Sun Dec 8th through Sat the 14th, 2019 at Vancouver Convention Center
The writing of this paper is clear. The motivations of each designed loss function and the term are explained well. There are some questions I would like the authors to answer: 1. As far as I know, this submission is not the first work to introduce GCN for taking advantages of prior knowledge in Action Units. Please refer to this work "Semantic Relationships Guided Representation Learning for Facial Action Unit Recognition". I would appreciate it if there is a comparison with this work in the rebuttal, which can highlight the contributions. 2. This work achieves a 59.8 Avg on BP4D, but "Semantic Relationships Guided Representation Learning for Facial Action Unit Recognition" achieves 62.9. The performance gap seems a little large, doesn't it? 3. In the submission, it said that "dependency matrix" is utilized and therefore it gives me a feeling that only dependency relation is considered here. The mutually exclusive relations between Action Units are not considered here? But from Equation 8, it seems mutual exclusive relations are also considered. (Please correct me if I am wrong at this place.) 4. Lmv term, which orthogonalizes the weights between different classifiers, is not proposed in this work for the first time. As far as I know, the work "Taking A Closer Look at Domain Shift: Category-level Adversaries for Semantics Consistent Domain Adaptation" already proposes to use this. Please check equation 4 of that work.

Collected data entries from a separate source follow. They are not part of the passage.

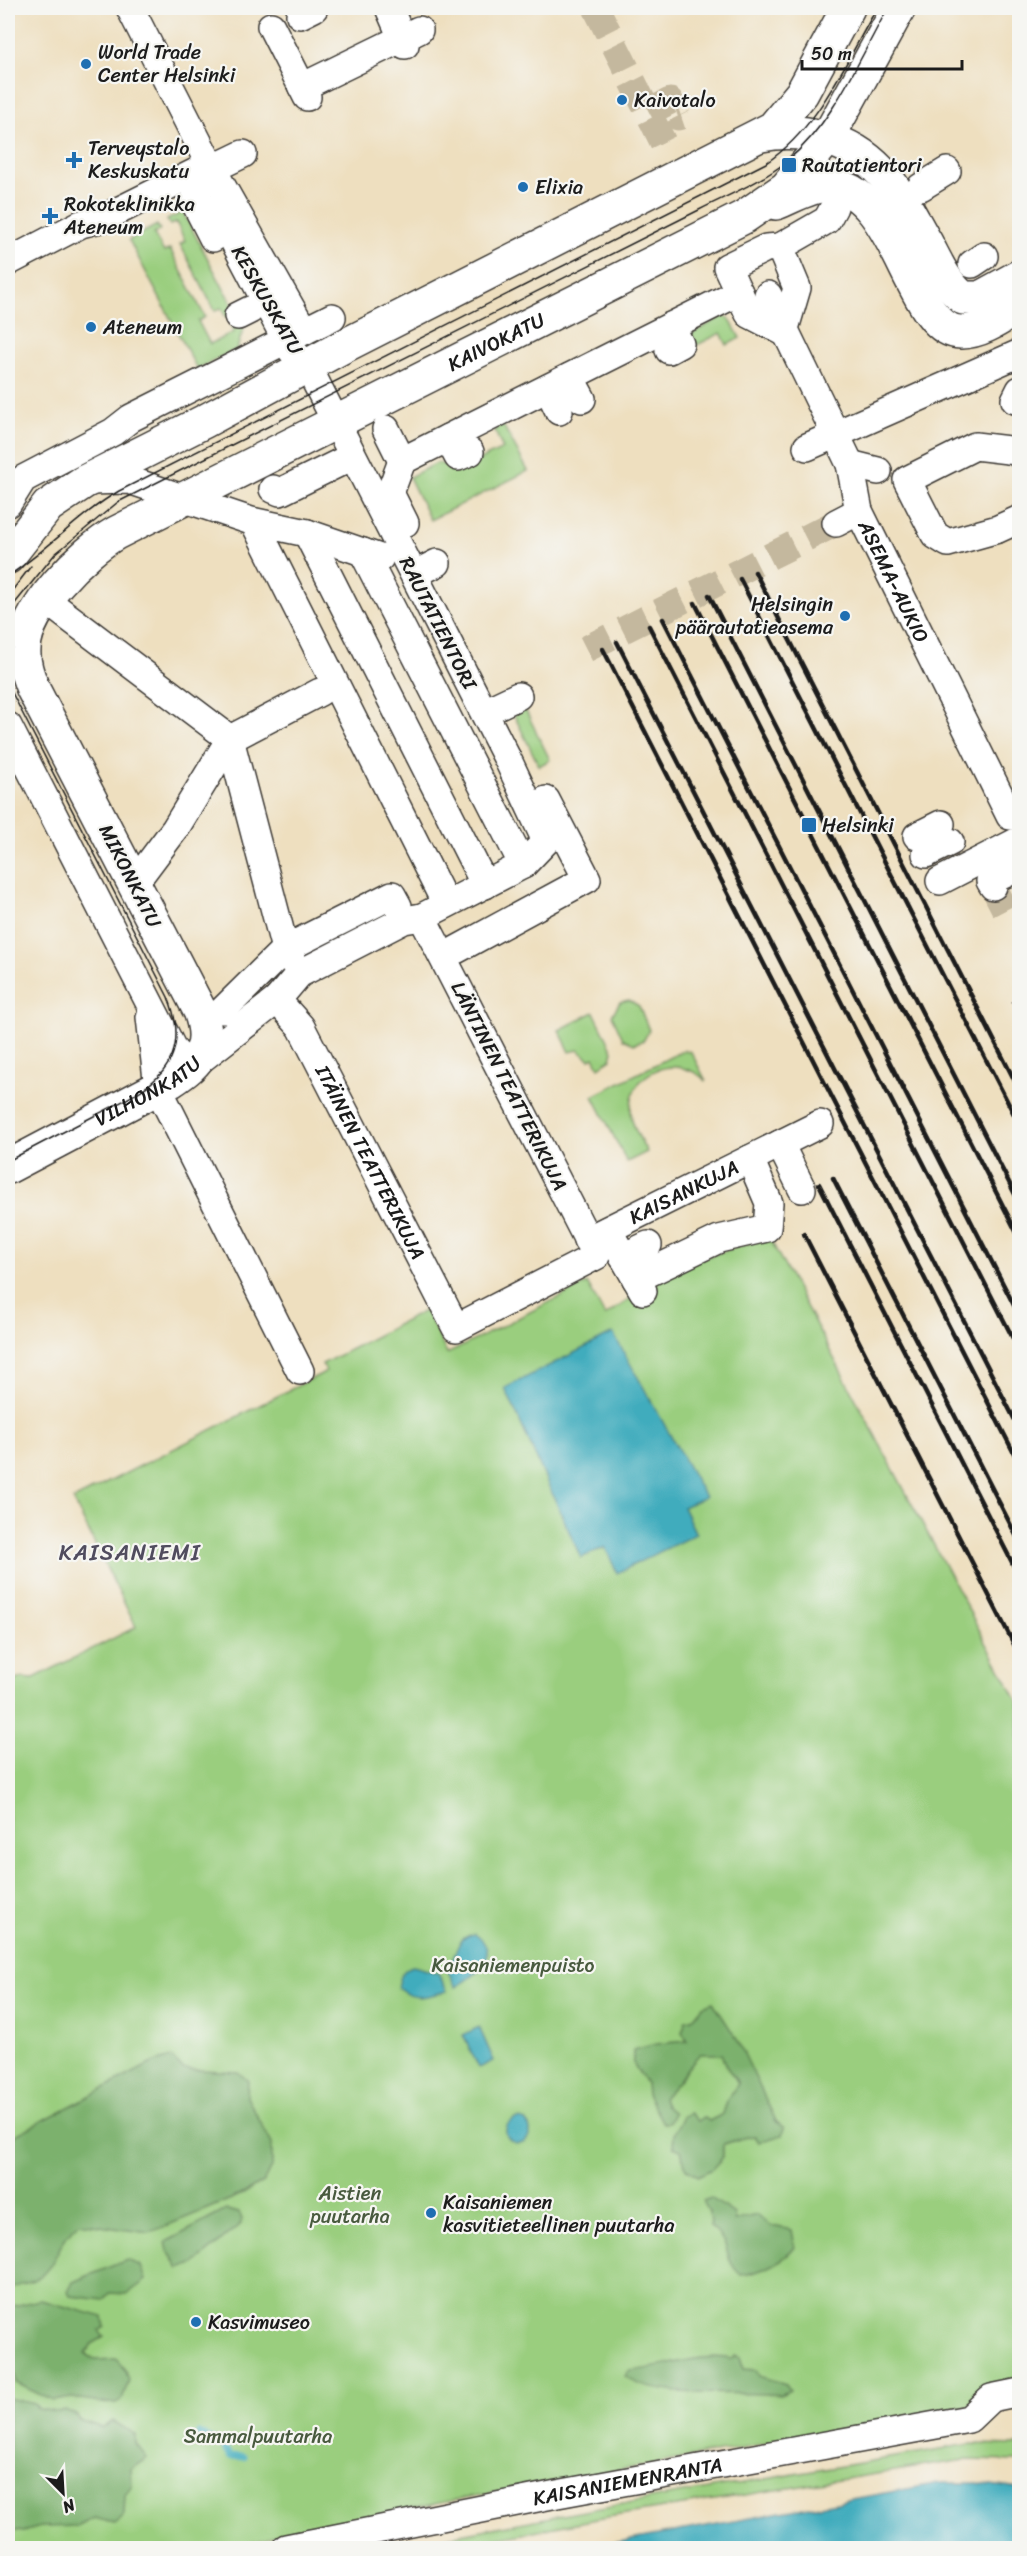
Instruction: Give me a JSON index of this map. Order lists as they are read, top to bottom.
{
  "streets": {
    "main road": ["KAIVOKATU", "MIKONKATU", "VILHONKATU"],
    "street": [
      "KESKUSKATU",
      "ASEMA-AUKIO",
      "RAUTATIENTORI",
      "LÄNTINEN TEATTERIKUJA",
      "ITÄINEN TEATTERIKUJA",
      "KAISANKUJA",
      "KAISANIEMENRANTA"
    ]
  },
  "crossings": [
    ["KESKUSKATU", "KAIVOKATU"],
    ["KESKUSKATU", "RAUTATIENTORI"],
    ["KAIVOKATU", "RAUTATIENTORI"],
    ["KAIVOKATU", "MIKONKATU"],
    ["RAUTATIENTORI", "VILHONKATU"],
    ["MIKONKATU", "VILHONKATU"],
    ["LÄNTINEN TEATTERIKUJA", "VILHONKATU"],
    ["LÄNTINEN TEATTERIKUJA", "KAISANKUJA"],
    ["VILHONKATU", "ITÄINEN TEATTERIKUJA"],
    ["ITÄINEN TEATTERIKUJA", "KAISANKUJA"]
  ],
  "districts": ["KAISANIEMI"],
  "parks": ["Kaisaniemenpuisto", "Aistien puutarha", "Sammalpuutarha"],
  "places": {
    "other": [
      "World Trade Center Helsinki",
      "Kaivotalo",
      "Elixia",
      "Ateneum",
      "Helsingin päärautatieasema",
      "Kaisaniemen kasvitieteellinen puutarha",
      "Kasvimuseo"
    ],
    "health": ["Terveystalo Keskuskatu", "Rokoteklinikka Ateneum"],
    "transit": ["Rautatientori", "Helsinki"]
  },
  "scale_bar": "50 m",
  "north": "bottom right"
}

The paper explores a method for exploiting multi-view training with label co-regularization for facial action unit recognition. Strengths: 1. A method for exploiting unlabeled data for the task of action unit recognition which is consistently data poor, so such a method could contribute a lot to the field. 2. A method for better multi-view training through orthogonalization and co-regularization of features 3. Promising results on standard datasets Weaknesses: 1. One major risk of methods that exploit relationships between action units is that the relationships can be very different accross datasets (e.g. AU6 can occur both in an expression of pain and in happiness, and this co-occurence will be very different in a positive salience dataset such as SEMAINE compared to something like UNBC pain dataset). This difference in correlation can already be seen in Figure 1 with quite different co-occurences of AU1 and AU12. A good way to test the generalization of such work is by performing cross-dataset experiments, which this paper is lacking. 2. The language in the paper is sometimes conversational and not scientific (use of terms like massive), and there are several opinions and claims that are not substantiated (e.g. "... facial landmarks, which are helpful for the recognition of AUs defined in small regions"), the paper could benefit from copy-editing 3. Why are two instances of the same network (resnet) are used as different views? Would using a different architecture instead be considered a more differing view? Would be great to see a justification for using two resnet networks. 4. Why is the approach limited to two views, it feels like the system should be able to generalize to more views without too much difficulty? Minor comments: - What is PCA style guarantee? - What is v in equation 2? - why are dfferent numbers of unlabeled images using in training BP4D and EmotioNet models? Trivia: massive face images -> large datasets donates -> denotes (x2) adjacent -> adjacency
Good Points: 1) Fairly organized. 2) Solid Experiment. 3) Ablations studies. Question to the authors: 1) Authors argued that two different networks learn different cues for AU recognition in Fig 1, however did not provide any solid evidence of their intuition. i.e., feature visualization or examples which can be correctly classified by one but not by the other because of different cues learned and utilized. 2) Authors argued using orthogonal weights for the last layer makes the feature generator conditionally independent. Why? 3) What is the baseline for table 1 and 2. If it is a single network, I am not convinced it is a fair comparison. The baseline should have comparable number of parameters with the proposed method, may be two resnets trained separately. 4) More supervised methods could be added in the tables 1,2 along with JAA-Net, which will give readers a better idea on the effectiveness of semisupervised methods. 5) There are some typos, e.g., in line 261, donated --> denoted.